### [AVAILABLE DATA]
※ ※ ※
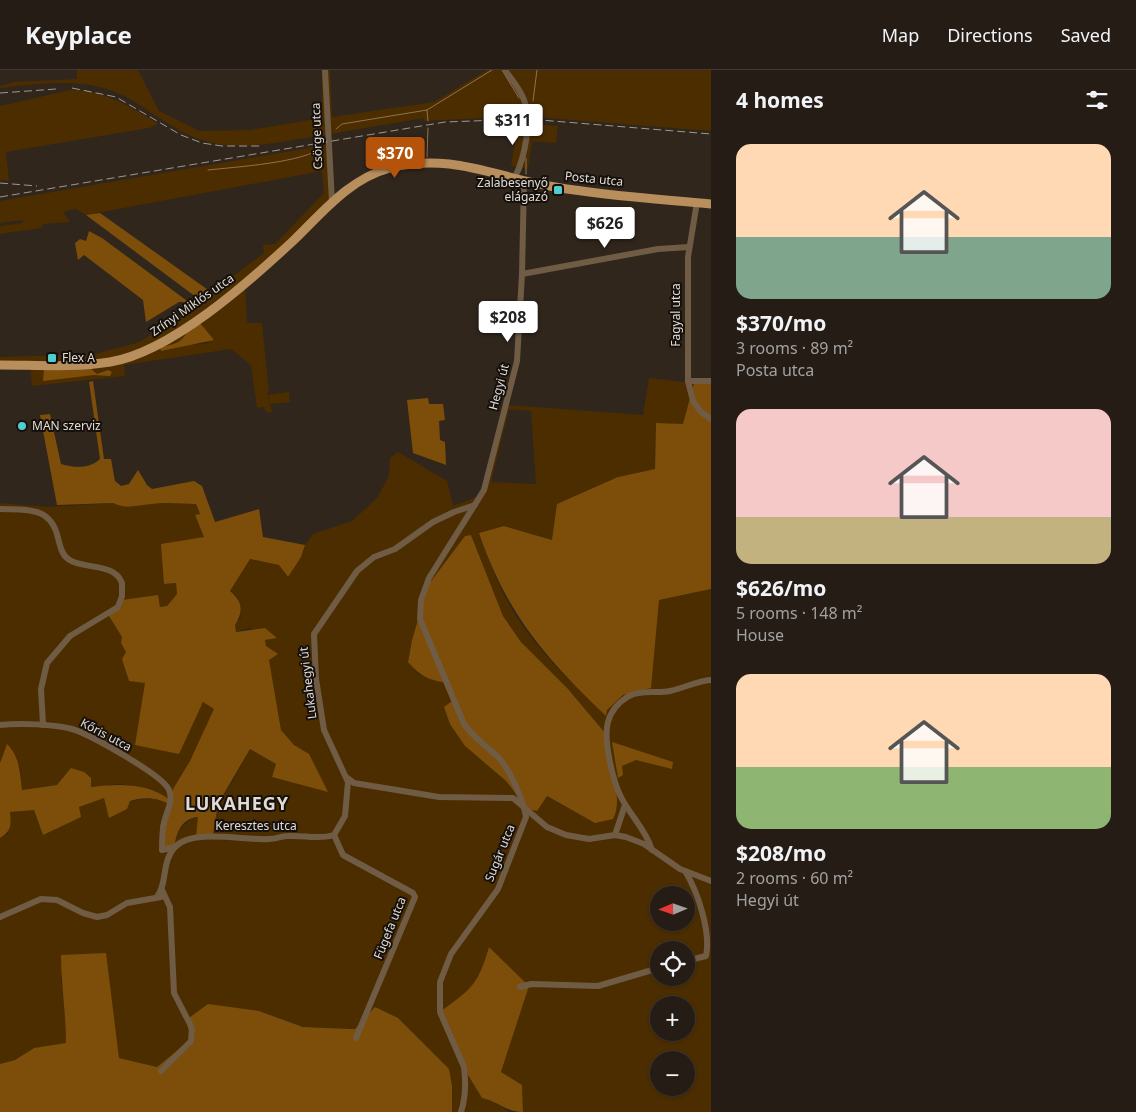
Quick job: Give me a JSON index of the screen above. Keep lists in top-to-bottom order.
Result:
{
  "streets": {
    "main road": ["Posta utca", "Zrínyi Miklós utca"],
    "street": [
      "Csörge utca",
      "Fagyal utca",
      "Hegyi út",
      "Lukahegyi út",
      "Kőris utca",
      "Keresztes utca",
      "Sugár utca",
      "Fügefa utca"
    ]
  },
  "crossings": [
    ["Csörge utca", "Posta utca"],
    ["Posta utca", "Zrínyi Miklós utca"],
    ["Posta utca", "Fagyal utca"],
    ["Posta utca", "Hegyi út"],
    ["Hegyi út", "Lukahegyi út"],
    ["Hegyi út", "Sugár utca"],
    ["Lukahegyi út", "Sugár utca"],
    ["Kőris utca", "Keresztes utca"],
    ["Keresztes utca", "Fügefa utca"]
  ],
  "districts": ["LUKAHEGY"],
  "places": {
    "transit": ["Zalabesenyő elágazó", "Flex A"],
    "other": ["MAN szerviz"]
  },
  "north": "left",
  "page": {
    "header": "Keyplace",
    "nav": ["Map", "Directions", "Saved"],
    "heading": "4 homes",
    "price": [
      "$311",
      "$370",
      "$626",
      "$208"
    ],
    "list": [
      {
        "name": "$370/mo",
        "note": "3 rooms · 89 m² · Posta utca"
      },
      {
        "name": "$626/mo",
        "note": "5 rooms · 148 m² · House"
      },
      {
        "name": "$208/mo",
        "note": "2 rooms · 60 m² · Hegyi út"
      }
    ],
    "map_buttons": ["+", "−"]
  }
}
※ ※ ※
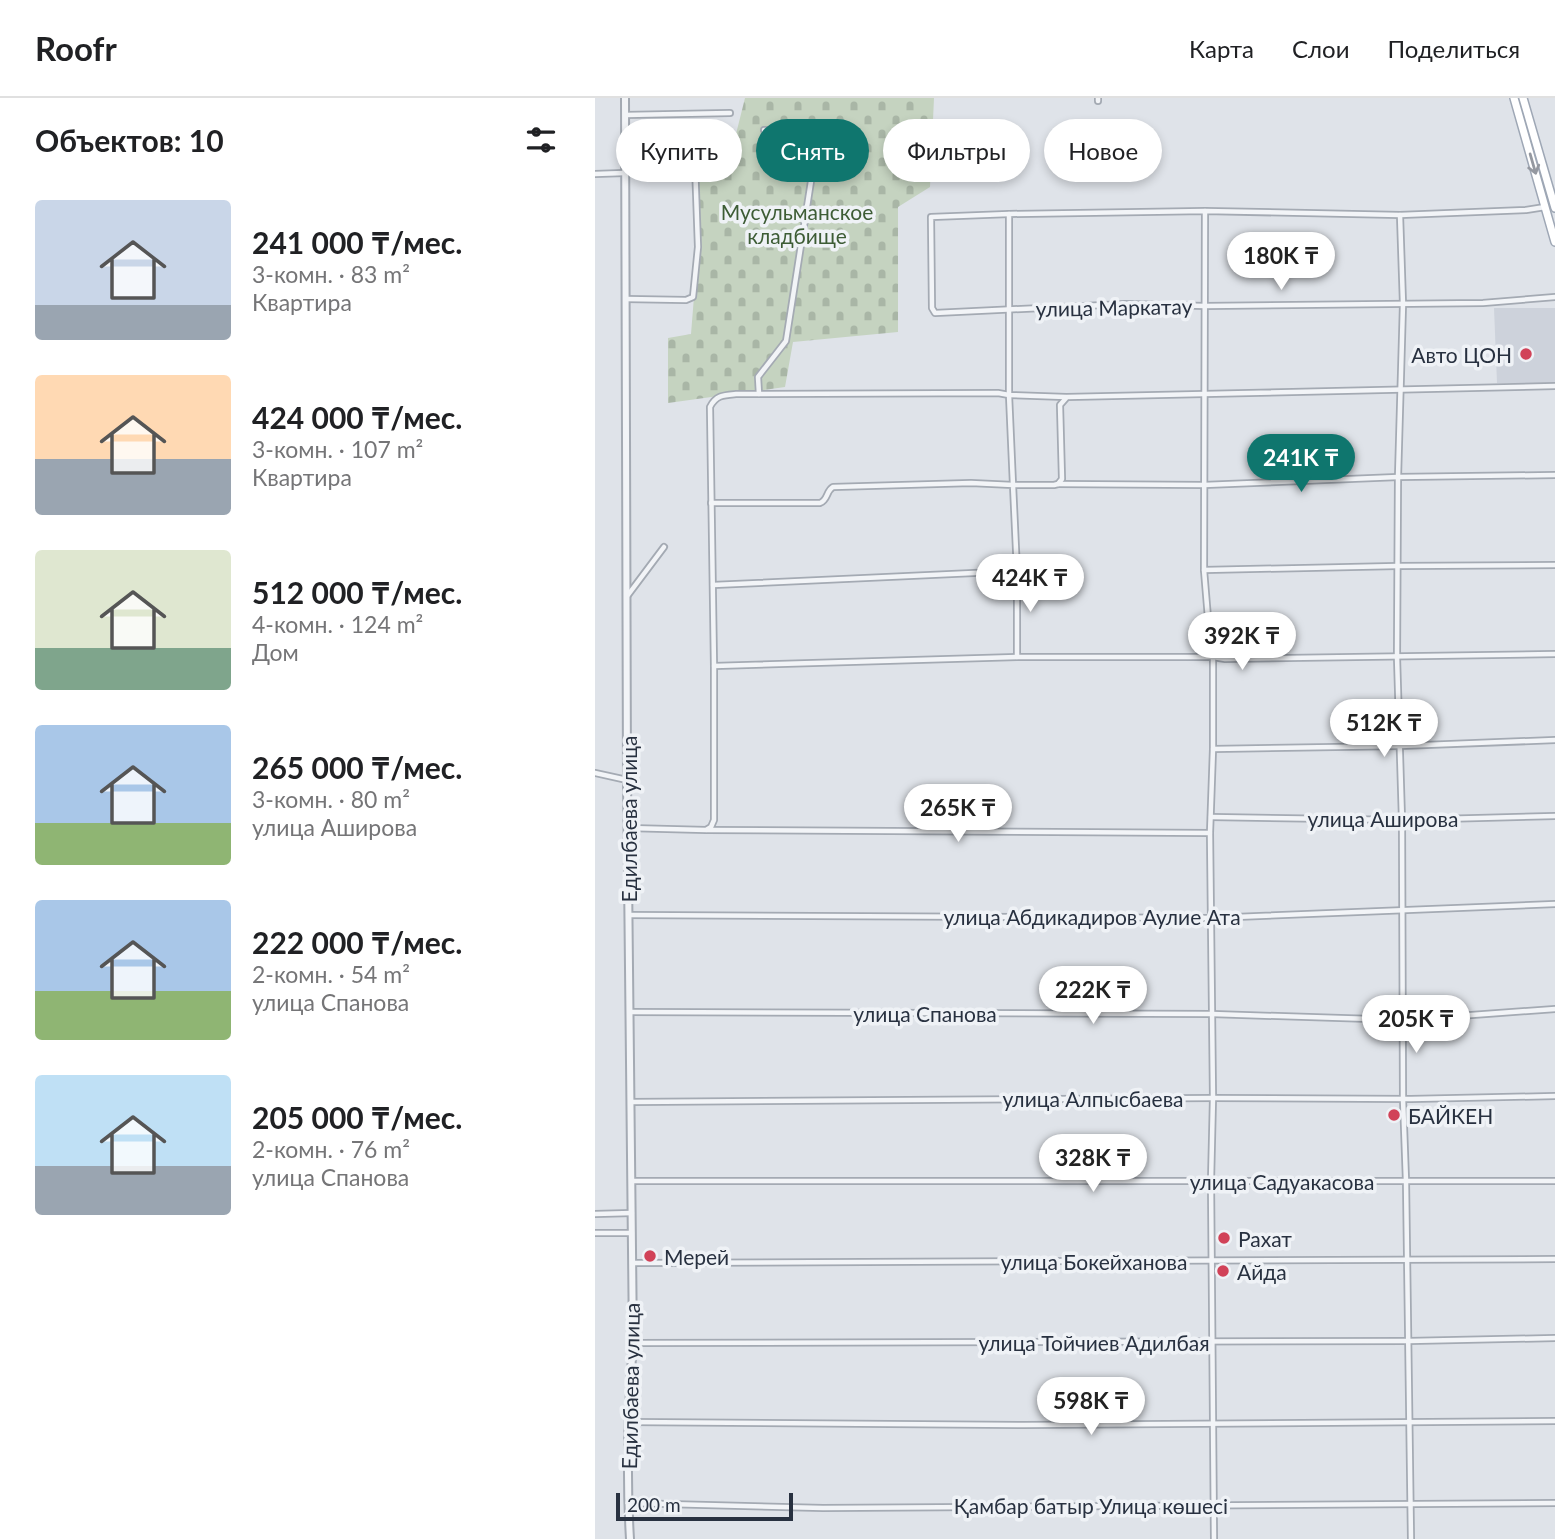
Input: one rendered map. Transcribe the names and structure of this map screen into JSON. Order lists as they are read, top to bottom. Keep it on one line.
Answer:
※ ※ ※
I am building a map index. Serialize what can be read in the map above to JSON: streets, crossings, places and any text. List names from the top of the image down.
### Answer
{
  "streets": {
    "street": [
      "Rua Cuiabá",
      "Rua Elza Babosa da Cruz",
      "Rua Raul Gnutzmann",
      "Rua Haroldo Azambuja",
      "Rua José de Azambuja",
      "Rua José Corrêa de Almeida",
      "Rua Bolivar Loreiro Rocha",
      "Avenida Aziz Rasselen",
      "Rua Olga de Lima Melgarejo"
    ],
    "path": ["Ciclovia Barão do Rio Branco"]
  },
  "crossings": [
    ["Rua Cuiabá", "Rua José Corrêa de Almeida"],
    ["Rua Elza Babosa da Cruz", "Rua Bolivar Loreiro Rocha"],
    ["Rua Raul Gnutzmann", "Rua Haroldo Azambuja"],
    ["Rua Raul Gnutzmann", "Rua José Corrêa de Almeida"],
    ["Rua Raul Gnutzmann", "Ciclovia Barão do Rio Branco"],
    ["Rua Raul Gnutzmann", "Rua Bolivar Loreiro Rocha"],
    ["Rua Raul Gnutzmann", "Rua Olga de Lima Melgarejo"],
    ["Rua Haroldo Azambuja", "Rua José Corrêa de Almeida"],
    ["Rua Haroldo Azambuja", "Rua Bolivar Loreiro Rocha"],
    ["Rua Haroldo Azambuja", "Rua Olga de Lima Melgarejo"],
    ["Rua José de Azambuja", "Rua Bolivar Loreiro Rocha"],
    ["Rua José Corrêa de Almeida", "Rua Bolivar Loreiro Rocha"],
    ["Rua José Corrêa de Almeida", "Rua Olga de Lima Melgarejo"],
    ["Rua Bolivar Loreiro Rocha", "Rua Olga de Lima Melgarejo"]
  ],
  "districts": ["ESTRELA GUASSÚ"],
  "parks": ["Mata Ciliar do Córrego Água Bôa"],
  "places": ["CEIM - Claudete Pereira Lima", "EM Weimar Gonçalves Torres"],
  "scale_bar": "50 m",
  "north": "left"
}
※ ※ ※
### [WHAT YOU SHOULD DO]
Within the entries above, find every line where the string "lists" occurs, and copy it.

### [RESPONSE]
Quick job: Give me a JSON index of the screen above. Keep lists in top-to-bottom order.
Input: one rendered map. Transcribe the names and structure of this map screen into JSON. Order lists as they are read, top to bottom. Keep it on one line.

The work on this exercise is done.